[Assignment]: Pull out of the data below the stretch of lines bounded by the one containing "border:15px solid #d22;" and the one containing "position:absolute; display:grid; place-items:center;", both bounds included, unchanged.

*** Opening The input ***

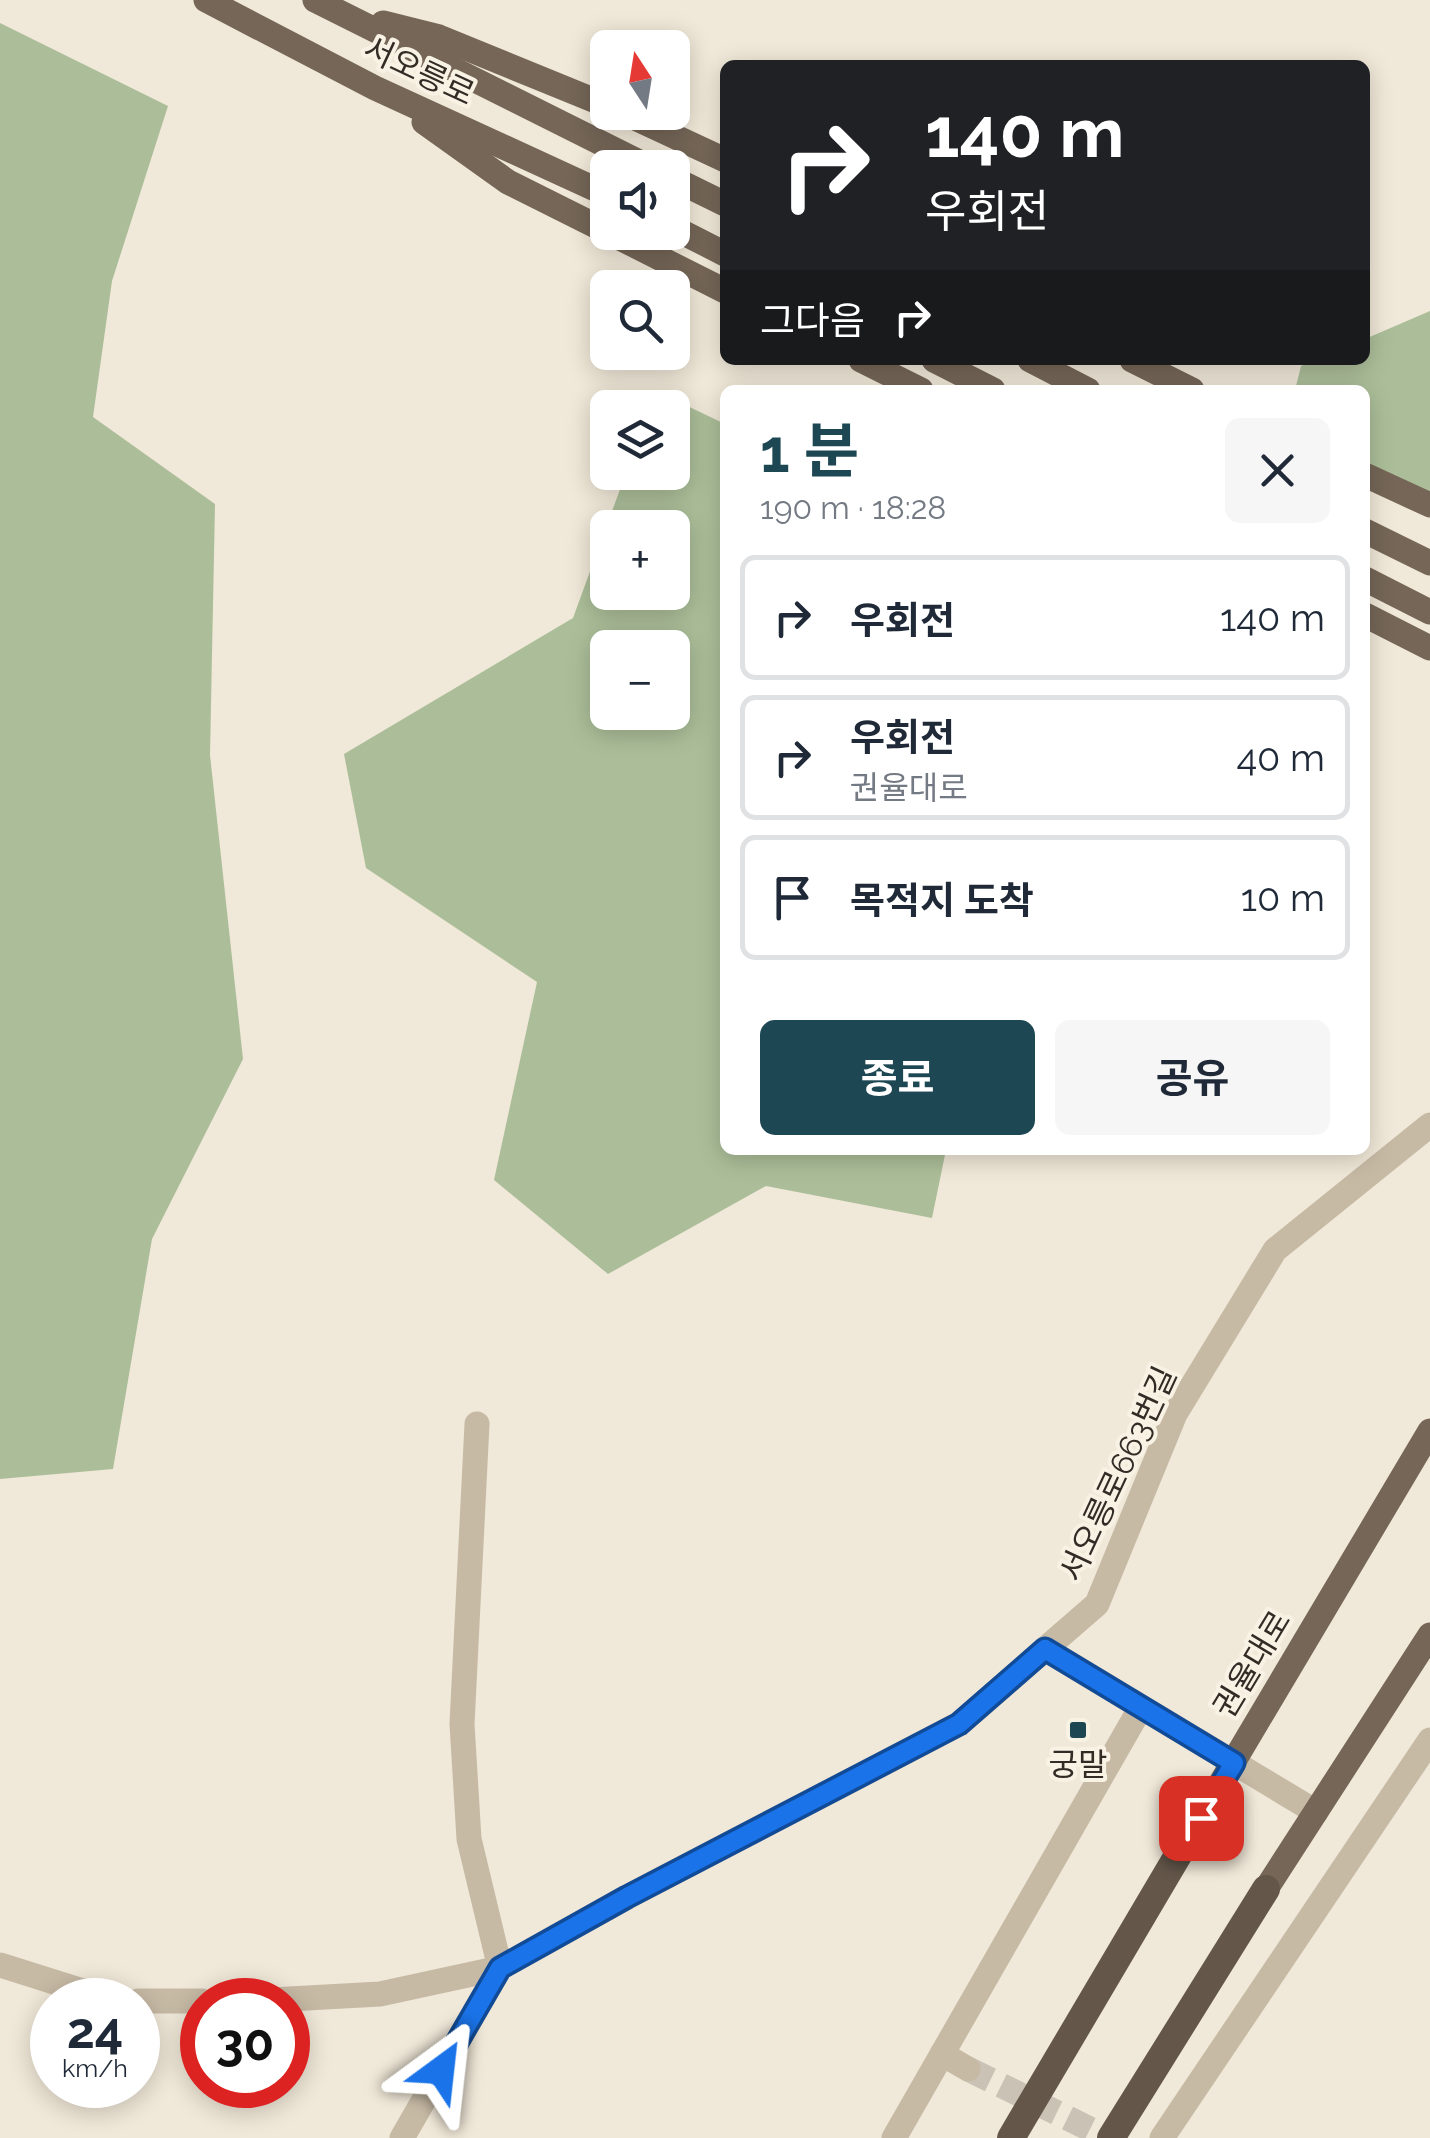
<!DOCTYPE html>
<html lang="ko">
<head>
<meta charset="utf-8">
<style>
  :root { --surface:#fff; --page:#f6f6f7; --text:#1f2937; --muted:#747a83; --line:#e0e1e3; --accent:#1d4753 }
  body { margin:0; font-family:Raleway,"Noto Sans KR",sans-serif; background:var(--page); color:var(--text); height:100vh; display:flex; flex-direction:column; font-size:38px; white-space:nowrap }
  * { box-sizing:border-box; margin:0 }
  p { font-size:32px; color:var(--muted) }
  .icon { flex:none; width:55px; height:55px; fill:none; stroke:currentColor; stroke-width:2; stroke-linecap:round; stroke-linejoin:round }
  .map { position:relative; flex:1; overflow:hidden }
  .panel { position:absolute; left:720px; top:385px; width:650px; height:770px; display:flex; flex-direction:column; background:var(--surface); border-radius:15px; box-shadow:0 5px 25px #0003 }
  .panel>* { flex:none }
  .guide { position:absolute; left:720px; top:60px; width:650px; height:305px; border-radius:15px; box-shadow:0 5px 25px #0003; background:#202124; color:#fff; overflow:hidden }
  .needle { width:65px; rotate:348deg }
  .controls { position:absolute; left:590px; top:30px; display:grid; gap:20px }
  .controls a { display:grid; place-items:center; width:100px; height:100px; border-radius:15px; background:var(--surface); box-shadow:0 5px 25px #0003; font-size:50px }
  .speed { position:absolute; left:30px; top:1978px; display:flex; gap:20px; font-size:50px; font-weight:700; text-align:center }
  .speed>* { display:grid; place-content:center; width:130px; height:130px; border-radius:50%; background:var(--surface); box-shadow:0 5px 25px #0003; line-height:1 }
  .speed small { font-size:25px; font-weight:400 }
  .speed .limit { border:15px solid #d22; background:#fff; color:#111 }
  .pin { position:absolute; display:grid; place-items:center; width:85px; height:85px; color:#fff; margin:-42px; border-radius:20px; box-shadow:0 5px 15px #0006 }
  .me { position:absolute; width:110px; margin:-55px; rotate:30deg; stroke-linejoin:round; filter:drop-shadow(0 0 8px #0008) }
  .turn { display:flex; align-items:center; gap:35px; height:210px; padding:0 40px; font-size:45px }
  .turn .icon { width:130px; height:130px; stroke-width:2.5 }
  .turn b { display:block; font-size:70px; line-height:85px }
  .then { display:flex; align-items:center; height:95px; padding:0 40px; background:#0003; gap:20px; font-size:38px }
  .round { display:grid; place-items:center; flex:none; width:105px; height:105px; border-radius:15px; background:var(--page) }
  .head { display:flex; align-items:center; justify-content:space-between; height:170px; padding:0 40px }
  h1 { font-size:60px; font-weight:700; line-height:75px; color:var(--accent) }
  .primary-button { display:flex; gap:20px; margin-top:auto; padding:20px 40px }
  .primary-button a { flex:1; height:115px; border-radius:15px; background:var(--accent); color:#fff; font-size:40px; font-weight:700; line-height:115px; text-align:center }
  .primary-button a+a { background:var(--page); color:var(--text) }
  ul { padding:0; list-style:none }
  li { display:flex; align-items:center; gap:30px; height:125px; margin:0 20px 15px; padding:0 20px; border:5px solid var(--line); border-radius:15px }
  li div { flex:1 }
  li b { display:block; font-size:38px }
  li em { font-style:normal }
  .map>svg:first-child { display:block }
  .green { fill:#acbe99; fill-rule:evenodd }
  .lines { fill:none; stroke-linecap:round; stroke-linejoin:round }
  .minor-tunnel { stroke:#cac2b4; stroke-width:25; stroke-dasharray:25 12; stroke-linecap:butt }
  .minor { stroke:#c7baa5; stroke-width:25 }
  .primary { stroke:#756657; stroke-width:25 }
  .trunk { stroke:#64574a; stroke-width:28 }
  .route-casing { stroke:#114b97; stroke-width:25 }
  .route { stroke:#1a73e8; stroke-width:18 }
  .poi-dot { fill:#1d4753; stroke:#f8f2e4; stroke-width:4 }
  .labels { text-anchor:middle; stroke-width:8; stroke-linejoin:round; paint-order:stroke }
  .street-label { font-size:32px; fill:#332c26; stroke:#f8f2e4 }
  .poi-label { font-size:32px; fill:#332c26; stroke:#f8f2e4 }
</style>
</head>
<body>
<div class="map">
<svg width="1430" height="2138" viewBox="0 0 1430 2138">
  <rect width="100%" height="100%" fill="#f0e8d8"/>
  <!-- green -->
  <g class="green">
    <polygon points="0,23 168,106 112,281 93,417 215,504 210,755 243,1059 152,1239 113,1469 0,1479"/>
    <polygon points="1430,311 1430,502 1365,481 1365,390 1295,390 1301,366 1315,360 1365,360 1365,339"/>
    <path d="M 656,391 L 725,424 L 725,1150 L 946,1150 L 932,1218 L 766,1186 L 608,1274 L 494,1180 L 537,982 L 366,868 L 344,754 L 573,618 L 626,473 L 672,472 L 672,408 L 650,407 ZM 608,528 L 672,528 L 672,592 L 608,592 ZM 608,648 L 672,648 L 672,712 L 608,712 Z"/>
  </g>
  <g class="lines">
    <!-- minor-tunnel -->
    <polyline class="minor-tunnel" points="968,2069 1108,2138"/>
    <!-- minor -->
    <g class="minor">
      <polyline points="1045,1649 1316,1812"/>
      <polyline points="0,1965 111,2000"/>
      <polyline points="271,2000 380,1994 500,1968 627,1897 959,1724 1097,1604 1175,1414 1275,1250 1430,1125"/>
      <polyline points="138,2001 202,2001"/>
      <polyline points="942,2054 968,2069"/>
      <polyline points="402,2138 500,1968 469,1839 462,1724 477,1424"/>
      <polyline points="894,2138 1141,1707"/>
      <polyline points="1162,2138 1430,1740"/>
    </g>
    <!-- primary -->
    <g class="primary">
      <polyline points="206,0 375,88 608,195"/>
      <polyline points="315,0 651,168"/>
      <polyline points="383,23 439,37 608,106"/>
      <polyline points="622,112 725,160"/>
      <polyline points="424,122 508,182 608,232"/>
      <polyline points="672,178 725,204"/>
      <polyline points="672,227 725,254"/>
      <polyline points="608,232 725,291"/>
      <polyline points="861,360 921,390"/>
      <polyline points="934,360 993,390"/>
      <polyline points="1030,360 1088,390"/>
      <polyline points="1132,360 1192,390"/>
      <polyline points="1365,475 1430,505"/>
      <polyline points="1365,531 1430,563"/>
      <polyline points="1365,579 1430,612"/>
      <polyline points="1365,615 1430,648"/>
      <polyline points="1184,1845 1430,1431"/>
      <polyline points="1266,1889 1430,1635"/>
    </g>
    <!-- trunk -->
    <g class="trunk">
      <polyline points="1011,2138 1184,1845"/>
      <polyline points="1111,2138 1266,1889"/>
    </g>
  </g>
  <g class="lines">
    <defs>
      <polyline id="route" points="441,2070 500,1968 627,1897 959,1724 1045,1649 1234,1763 1201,1818"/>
    </defs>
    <!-- route casing -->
    <use href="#route" class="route-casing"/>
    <!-- route -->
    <use href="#route" class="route"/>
  </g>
  <!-- markers -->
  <rect class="poi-dot" x="1068" y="1720" width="20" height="20" rx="5"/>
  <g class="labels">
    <!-- street labels -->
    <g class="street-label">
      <text transform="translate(419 71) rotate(25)" y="11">서오릉로</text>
      <text transform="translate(1118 1474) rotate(-65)" y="11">서오릉로663번길</text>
      <text transform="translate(1252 1664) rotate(-59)" y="11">권율대로</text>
    </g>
    <!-- poi labels -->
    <g class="poi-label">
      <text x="1078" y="1776">궁말</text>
    </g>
  </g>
</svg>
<div class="controls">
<a><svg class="needle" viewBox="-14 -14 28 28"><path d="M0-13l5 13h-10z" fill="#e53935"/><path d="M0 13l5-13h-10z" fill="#747a83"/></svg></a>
<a><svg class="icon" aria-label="sound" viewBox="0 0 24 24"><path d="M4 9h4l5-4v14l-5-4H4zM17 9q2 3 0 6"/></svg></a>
<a><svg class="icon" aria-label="search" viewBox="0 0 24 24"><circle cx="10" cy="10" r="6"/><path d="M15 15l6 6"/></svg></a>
<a><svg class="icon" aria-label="layers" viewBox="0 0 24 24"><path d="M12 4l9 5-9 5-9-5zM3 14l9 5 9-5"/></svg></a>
<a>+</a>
<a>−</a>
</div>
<div class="speed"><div>24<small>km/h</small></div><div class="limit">30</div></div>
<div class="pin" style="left:1201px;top:1818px;background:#d93025"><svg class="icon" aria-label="arrive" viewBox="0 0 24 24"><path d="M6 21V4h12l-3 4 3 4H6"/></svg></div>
<svg class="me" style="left:441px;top:2070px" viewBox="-20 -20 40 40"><path d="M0-17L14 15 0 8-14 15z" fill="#1a73e8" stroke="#fff" stroke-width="4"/></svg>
<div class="guide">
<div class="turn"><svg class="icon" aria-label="right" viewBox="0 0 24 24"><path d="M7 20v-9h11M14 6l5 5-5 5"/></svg><div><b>140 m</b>우회전</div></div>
<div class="then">그다음<svg class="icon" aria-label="right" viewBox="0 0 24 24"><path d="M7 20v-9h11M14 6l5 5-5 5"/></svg></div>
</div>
<section class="panel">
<div class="head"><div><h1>1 분</h1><p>190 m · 18:28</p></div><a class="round"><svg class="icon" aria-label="close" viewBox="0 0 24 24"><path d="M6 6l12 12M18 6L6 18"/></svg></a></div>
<ul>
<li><svg class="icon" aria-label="right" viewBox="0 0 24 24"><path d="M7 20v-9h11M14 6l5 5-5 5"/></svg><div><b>우회전</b></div><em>140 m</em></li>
<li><svg class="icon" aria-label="right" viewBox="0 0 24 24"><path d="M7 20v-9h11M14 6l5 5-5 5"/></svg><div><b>우회전</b><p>권율대로</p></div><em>40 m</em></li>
<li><svg class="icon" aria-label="arrive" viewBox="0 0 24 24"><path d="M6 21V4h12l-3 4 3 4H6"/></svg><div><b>목적지 도착</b></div><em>10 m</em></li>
</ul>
<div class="primary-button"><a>종료</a><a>공유</a></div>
</section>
</div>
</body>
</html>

*** Closing The input ***

[Problem solution]:
  .speed .limit { border:15px solid #d22; background:#fff; color:#111 }
  .pin { position:absolute; display:grid; place-items:center; width:85px; height:85px; color:#fff; margin:-42px; border-radius:20px; box-shadow:0 5px 15px #0006 }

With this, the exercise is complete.